Modard NÃO FALA NUNCA. Nunca houve NINGUÉM, NINGUÉM QUE FIZESSE ELE FALAR COMO VOCÊ FEZ! ELE FALOU DURANTE HORAS! TODO MUNDO FICOU PASMO.
Oh, legal.
VOCÊ NÃO COMPREENDE! ELE NÃO FALA NUNCA! E FALOU HORAS COM VOCÊ!
Escuta, Jon, me desculpe, mas estou nauseado, preciso dormir.
Tudo bem, mas preciso te dizer mais uma coisa.
Manda.
Sobre Jean-Paul Sanrah.
Sim?
Ele diz que eu tenho de sofrer, não sofri bastante, e quando tiver sofrido mais ele me arranja o dinheiro.
Tudo bem.
É um cara estranho, não é?
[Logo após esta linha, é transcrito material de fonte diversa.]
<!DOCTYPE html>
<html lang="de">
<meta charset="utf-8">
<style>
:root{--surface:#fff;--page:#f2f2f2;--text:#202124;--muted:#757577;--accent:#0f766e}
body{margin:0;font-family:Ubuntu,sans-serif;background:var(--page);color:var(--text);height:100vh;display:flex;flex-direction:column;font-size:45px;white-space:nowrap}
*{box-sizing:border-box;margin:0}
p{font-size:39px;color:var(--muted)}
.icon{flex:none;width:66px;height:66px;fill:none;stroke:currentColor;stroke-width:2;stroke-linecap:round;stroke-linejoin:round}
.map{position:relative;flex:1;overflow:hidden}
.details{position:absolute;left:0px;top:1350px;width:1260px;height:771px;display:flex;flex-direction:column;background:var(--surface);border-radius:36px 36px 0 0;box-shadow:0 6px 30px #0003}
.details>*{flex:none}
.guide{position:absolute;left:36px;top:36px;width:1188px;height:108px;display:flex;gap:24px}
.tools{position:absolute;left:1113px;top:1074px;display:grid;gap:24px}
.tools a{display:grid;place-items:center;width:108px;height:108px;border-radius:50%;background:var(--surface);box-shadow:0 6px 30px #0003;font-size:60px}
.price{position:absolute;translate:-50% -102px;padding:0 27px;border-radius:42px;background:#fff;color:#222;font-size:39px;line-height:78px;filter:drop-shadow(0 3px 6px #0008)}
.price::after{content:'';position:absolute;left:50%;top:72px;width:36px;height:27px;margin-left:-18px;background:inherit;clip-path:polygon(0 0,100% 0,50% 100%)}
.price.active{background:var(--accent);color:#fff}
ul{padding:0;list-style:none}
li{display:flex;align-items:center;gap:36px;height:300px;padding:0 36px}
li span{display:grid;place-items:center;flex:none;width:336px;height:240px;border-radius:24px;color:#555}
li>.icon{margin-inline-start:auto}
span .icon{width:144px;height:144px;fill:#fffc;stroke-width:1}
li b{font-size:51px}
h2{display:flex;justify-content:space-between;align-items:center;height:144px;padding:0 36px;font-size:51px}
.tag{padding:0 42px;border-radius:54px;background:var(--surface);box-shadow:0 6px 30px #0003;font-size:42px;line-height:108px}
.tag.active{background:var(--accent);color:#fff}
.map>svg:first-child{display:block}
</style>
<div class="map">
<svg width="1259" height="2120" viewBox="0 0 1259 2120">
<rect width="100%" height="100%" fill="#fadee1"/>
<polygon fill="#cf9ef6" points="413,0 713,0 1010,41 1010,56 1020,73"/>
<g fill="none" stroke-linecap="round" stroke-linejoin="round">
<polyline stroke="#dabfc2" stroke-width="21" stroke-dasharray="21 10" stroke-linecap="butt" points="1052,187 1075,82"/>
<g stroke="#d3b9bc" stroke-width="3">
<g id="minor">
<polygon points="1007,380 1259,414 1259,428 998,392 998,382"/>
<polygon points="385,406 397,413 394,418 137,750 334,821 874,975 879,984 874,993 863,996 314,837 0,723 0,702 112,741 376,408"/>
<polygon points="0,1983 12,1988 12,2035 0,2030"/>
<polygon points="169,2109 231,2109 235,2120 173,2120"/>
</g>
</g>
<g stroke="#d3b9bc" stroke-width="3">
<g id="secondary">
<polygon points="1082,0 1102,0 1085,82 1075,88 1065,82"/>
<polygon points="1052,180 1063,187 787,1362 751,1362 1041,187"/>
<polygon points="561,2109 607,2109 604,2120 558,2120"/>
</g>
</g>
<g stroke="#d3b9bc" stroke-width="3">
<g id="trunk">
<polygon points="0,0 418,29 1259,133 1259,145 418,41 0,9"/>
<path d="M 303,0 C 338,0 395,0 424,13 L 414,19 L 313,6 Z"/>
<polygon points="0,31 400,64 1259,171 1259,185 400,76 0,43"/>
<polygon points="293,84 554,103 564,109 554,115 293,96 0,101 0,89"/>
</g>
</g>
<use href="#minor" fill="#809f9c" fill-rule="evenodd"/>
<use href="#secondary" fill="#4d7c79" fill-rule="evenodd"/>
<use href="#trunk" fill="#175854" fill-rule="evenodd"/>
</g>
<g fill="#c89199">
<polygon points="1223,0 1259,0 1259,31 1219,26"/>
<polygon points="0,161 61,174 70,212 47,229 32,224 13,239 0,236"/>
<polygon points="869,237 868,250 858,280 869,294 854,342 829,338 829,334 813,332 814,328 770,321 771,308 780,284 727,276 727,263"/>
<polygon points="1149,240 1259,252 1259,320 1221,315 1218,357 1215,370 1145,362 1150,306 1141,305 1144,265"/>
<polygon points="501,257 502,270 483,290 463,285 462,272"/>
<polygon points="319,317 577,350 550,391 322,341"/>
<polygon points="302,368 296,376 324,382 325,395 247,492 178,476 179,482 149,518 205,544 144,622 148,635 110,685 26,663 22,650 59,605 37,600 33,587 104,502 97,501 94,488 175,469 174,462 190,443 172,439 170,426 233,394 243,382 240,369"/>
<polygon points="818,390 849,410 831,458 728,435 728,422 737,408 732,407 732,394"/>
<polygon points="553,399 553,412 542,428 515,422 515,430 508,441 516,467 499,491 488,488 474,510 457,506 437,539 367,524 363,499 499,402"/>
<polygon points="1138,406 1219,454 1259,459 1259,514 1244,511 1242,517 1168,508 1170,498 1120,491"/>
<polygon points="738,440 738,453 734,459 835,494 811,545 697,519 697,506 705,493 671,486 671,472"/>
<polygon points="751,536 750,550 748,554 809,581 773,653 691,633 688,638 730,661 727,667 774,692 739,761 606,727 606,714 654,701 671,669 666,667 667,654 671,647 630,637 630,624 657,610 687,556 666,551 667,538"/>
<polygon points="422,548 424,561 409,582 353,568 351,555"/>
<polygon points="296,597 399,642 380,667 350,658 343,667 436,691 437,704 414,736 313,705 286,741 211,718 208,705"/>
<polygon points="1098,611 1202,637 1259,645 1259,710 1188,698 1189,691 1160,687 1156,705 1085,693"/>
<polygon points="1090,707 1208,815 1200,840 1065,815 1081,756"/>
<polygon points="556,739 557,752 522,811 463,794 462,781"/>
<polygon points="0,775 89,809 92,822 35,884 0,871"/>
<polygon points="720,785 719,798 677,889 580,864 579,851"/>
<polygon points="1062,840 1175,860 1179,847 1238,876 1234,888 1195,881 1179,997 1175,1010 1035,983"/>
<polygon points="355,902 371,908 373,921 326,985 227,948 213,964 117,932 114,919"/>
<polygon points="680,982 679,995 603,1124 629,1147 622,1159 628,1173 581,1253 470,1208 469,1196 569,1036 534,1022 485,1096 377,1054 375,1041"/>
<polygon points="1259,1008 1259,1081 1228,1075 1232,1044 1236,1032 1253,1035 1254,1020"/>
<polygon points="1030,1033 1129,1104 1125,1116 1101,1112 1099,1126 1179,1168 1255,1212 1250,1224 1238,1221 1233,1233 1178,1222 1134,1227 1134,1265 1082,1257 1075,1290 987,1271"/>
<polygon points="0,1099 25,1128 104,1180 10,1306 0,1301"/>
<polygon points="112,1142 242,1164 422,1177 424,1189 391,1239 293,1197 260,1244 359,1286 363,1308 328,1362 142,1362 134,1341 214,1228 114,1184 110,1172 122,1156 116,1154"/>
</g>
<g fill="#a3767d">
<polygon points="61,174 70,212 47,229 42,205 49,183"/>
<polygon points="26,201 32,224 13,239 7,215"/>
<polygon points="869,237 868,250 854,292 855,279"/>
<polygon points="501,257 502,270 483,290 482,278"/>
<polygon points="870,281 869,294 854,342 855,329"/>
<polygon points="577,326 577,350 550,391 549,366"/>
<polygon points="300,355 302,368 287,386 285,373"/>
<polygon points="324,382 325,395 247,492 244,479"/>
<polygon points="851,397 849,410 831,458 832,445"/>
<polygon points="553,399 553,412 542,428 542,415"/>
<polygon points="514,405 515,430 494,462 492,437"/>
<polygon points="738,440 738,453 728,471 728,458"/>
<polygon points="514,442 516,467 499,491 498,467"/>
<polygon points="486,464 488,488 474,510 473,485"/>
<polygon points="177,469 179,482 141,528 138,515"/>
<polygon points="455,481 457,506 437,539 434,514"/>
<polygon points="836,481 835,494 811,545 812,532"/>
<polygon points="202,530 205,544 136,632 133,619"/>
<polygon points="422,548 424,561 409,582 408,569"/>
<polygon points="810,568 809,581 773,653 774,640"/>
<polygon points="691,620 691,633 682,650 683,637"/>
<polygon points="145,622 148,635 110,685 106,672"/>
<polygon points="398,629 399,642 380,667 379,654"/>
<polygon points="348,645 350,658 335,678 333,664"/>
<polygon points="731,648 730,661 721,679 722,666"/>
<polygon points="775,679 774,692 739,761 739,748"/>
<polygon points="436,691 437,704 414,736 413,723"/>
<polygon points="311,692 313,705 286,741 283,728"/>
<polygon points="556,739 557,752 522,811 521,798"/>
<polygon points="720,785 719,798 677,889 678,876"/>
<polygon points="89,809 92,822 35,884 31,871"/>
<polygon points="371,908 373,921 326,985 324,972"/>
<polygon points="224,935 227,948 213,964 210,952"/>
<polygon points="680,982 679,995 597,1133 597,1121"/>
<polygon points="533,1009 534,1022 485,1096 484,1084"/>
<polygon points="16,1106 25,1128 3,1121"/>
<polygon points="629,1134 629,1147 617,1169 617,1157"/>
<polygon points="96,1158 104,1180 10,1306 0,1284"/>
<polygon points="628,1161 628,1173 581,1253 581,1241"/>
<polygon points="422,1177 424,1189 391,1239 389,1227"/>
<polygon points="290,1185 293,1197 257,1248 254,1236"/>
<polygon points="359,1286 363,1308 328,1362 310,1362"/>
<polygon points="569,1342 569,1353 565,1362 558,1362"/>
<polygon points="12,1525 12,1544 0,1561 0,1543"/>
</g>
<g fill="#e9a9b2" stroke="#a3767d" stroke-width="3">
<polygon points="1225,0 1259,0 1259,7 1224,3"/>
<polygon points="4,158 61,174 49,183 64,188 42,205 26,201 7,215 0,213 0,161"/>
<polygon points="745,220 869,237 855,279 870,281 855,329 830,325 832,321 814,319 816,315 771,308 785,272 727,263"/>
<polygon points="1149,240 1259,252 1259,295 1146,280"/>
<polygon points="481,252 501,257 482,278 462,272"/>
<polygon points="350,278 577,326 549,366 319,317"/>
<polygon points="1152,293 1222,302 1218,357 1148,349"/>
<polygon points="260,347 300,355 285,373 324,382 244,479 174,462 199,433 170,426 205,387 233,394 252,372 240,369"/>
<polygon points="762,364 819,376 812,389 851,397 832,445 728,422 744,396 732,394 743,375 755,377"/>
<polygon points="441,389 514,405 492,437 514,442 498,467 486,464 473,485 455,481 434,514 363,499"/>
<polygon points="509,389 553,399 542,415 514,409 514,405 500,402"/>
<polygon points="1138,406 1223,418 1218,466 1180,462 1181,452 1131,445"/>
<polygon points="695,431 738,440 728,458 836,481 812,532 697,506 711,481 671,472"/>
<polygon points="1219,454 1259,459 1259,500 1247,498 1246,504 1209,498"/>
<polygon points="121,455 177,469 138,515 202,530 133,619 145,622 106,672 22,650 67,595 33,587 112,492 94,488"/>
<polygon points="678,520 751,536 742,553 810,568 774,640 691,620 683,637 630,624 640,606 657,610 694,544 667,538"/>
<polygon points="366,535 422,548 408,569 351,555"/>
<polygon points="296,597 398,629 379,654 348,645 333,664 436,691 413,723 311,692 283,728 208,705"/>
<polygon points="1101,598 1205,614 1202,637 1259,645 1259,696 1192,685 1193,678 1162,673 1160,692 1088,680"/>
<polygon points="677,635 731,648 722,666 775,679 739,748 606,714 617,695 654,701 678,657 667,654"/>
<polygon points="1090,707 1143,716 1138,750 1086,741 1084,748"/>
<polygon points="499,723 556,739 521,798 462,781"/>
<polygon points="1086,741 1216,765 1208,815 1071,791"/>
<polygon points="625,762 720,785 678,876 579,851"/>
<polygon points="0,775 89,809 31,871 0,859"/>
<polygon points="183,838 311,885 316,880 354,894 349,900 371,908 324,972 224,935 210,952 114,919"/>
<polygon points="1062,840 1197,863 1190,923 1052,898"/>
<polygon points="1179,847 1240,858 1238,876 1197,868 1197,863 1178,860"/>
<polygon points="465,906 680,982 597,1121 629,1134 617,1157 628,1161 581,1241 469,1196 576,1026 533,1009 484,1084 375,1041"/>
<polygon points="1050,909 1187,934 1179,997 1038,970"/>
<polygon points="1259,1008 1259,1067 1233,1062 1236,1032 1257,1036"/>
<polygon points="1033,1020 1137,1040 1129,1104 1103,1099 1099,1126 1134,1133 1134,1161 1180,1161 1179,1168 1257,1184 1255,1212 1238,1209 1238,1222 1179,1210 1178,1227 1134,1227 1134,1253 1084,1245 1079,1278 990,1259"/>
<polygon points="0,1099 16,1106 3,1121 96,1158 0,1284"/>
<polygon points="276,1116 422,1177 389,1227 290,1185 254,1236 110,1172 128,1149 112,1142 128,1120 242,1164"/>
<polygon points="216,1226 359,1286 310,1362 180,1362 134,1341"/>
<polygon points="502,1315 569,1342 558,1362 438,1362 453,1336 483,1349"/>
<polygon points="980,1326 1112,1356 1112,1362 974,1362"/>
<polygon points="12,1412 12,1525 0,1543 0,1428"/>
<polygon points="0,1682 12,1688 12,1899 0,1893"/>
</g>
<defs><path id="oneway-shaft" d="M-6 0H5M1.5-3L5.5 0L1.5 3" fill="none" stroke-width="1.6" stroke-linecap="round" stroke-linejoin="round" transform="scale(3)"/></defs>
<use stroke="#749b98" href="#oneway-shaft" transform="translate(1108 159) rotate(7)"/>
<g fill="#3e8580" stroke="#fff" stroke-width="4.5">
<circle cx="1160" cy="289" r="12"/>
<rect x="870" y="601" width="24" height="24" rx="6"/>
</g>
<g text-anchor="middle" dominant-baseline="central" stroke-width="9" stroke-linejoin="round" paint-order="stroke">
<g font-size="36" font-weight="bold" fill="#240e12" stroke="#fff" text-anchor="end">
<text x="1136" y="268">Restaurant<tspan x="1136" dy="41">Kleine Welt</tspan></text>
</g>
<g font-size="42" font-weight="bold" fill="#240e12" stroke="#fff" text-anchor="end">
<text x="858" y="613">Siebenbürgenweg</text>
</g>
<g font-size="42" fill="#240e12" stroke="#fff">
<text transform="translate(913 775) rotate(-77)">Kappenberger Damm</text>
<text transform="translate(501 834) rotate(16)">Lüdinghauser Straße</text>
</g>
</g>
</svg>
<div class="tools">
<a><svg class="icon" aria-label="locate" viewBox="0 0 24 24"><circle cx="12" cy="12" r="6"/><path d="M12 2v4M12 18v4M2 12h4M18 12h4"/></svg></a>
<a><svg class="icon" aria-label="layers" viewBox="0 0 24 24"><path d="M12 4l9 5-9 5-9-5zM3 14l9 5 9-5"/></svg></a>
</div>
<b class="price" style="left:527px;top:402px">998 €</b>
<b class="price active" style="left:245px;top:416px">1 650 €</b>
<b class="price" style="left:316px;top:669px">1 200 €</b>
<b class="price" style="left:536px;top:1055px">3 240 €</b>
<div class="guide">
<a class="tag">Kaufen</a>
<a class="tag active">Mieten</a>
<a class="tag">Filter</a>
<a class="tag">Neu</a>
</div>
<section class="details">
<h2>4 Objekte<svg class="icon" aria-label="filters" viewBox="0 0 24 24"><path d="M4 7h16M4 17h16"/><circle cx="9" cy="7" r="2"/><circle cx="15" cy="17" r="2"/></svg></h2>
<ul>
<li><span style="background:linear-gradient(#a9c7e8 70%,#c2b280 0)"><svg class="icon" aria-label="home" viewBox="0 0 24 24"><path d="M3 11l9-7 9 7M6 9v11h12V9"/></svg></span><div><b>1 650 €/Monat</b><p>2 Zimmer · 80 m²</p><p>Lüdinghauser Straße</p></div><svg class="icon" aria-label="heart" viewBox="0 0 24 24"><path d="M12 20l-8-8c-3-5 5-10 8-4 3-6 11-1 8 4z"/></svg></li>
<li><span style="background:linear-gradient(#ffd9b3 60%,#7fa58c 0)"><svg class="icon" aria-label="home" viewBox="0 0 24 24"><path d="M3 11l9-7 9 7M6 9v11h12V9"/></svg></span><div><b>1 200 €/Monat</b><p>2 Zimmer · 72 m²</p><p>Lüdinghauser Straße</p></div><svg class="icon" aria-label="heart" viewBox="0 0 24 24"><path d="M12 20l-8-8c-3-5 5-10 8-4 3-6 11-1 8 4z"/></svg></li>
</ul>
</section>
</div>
Um verdadeiro gênio.
É – eu respondi. – Acho que é.
Desliguei.
Sarah ainda dormia. Virei para meu lado direito, para a janela, porque às vezes roncava e queria dirigir o som para longe dela.
Acabava de cair naquela suave escuridão, naquele último repouso que nos é dado antes da morte, quando a gata favorita de Sarah, Beauty, deixou sua almofada especial ao lado da cabeça dela e passou por cima de meu rosto. Uma garra me arranhou a orelha esquerda, e ela saltou para o chão, atravessou o quarto e pulou para o parapeito da janela, aberta de frente para o leste. O rubro sol, erguendo-se, não me trouxe nenhum pensamento absorvente.